> _Instructions to follow_:
In the entries below, find the lines that include "strokeStyle" and give their number as the whole reply.

Given records Start Marker

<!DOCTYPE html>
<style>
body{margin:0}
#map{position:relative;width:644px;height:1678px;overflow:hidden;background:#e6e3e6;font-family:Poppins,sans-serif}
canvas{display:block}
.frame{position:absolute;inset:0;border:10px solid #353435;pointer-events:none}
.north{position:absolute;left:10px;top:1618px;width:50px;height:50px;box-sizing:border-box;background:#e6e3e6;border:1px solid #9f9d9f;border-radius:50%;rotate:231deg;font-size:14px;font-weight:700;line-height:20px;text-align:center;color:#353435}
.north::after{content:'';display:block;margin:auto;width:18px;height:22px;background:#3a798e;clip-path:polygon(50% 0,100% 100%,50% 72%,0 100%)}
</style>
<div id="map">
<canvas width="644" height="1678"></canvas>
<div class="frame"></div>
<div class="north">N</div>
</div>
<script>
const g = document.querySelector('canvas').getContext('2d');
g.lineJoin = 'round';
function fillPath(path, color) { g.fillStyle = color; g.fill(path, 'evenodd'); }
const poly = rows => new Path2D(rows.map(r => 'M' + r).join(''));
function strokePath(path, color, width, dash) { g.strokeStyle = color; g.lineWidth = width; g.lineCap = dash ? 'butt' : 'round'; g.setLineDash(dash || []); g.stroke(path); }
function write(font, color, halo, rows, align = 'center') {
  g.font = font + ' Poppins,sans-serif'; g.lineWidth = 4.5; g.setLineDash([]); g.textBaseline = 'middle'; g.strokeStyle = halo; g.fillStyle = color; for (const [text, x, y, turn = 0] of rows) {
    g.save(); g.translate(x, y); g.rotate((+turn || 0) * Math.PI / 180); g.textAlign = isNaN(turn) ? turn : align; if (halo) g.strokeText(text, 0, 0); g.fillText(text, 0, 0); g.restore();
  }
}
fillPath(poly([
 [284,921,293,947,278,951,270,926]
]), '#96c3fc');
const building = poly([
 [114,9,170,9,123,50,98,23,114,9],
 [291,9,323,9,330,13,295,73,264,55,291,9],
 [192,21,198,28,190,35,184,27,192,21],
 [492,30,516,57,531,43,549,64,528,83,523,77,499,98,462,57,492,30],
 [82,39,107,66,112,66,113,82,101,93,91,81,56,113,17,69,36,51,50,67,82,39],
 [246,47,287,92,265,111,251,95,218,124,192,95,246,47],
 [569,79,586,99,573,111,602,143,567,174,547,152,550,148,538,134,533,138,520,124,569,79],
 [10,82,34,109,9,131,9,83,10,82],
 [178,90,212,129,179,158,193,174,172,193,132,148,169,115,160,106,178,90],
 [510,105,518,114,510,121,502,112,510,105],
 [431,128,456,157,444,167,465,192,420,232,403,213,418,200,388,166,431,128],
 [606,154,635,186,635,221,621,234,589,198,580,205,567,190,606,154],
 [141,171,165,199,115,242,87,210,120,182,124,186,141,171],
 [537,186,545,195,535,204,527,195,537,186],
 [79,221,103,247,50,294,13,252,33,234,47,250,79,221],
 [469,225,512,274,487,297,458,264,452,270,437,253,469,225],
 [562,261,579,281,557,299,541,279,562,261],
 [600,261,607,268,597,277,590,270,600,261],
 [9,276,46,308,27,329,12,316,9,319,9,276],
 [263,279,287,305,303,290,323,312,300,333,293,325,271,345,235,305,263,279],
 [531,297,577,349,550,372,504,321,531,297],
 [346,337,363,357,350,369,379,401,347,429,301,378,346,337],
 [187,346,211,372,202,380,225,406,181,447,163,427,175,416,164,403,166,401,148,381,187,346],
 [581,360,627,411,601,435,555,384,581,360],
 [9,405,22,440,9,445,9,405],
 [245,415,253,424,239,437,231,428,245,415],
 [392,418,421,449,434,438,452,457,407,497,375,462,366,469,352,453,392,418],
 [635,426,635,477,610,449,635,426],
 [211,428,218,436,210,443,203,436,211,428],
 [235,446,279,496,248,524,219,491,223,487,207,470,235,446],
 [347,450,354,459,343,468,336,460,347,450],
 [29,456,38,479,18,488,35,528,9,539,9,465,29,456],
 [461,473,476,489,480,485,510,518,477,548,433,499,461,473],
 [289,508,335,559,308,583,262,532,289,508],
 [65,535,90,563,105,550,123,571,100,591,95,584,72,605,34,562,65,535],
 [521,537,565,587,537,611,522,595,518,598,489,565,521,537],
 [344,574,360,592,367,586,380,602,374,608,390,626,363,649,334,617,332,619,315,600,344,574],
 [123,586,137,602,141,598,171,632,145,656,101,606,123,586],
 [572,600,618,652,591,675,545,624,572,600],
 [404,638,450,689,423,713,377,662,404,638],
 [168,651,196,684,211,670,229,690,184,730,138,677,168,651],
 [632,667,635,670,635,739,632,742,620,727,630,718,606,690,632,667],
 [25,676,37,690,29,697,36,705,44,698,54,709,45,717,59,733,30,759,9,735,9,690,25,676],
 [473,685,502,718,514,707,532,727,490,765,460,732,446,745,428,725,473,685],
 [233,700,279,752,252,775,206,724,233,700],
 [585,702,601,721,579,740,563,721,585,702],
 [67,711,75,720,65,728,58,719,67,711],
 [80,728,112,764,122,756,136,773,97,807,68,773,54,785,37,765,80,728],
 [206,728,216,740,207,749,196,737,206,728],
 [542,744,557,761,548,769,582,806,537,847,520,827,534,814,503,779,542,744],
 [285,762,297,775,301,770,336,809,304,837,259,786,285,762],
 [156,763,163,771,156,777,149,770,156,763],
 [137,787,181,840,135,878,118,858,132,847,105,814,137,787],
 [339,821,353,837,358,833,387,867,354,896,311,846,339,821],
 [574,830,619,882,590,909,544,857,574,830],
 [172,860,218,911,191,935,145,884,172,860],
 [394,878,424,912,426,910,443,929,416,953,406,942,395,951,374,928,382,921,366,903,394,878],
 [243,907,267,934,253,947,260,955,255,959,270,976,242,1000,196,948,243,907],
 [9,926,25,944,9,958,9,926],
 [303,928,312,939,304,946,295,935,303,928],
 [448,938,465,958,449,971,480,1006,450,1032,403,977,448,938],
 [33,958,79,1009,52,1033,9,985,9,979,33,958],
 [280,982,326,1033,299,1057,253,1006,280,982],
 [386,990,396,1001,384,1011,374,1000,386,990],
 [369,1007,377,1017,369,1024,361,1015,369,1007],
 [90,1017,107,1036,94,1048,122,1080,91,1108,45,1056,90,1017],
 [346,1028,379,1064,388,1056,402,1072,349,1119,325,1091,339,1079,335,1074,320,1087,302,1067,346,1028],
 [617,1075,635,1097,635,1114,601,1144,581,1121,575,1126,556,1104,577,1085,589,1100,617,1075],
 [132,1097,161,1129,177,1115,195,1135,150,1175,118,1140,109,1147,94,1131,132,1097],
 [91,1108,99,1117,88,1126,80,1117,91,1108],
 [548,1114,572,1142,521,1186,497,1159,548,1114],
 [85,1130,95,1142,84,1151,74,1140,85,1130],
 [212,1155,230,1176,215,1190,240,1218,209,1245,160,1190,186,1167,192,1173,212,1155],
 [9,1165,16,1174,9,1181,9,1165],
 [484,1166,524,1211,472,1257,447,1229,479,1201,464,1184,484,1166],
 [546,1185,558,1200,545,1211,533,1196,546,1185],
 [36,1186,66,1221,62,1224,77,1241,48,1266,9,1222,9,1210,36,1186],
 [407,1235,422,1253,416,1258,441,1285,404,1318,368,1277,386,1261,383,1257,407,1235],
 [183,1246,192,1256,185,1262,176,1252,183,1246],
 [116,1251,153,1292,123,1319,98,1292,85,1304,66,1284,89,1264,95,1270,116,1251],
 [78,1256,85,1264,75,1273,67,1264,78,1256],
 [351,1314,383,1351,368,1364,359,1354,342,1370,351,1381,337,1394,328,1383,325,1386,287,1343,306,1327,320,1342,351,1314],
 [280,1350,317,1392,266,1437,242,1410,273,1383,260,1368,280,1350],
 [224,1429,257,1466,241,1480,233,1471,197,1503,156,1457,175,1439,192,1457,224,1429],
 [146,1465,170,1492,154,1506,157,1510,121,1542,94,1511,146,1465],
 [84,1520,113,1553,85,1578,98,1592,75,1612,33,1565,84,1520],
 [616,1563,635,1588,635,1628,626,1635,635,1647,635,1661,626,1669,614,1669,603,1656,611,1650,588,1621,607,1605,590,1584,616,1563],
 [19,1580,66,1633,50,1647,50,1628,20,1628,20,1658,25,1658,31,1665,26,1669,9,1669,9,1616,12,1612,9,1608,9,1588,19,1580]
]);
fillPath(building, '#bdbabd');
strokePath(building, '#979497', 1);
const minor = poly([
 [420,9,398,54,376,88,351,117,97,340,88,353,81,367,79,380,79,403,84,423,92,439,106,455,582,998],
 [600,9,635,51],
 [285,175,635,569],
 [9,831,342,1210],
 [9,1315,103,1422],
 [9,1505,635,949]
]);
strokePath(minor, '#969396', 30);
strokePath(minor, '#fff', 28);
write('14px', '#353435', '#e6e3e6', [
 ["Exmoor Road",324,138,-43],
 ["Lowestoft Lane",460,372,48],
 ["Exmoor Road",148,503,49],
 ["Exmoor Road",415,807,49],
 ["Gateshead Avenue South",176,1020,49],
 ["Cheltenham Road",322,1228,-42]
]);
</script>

Given records End Marker

> _Your solution_:
2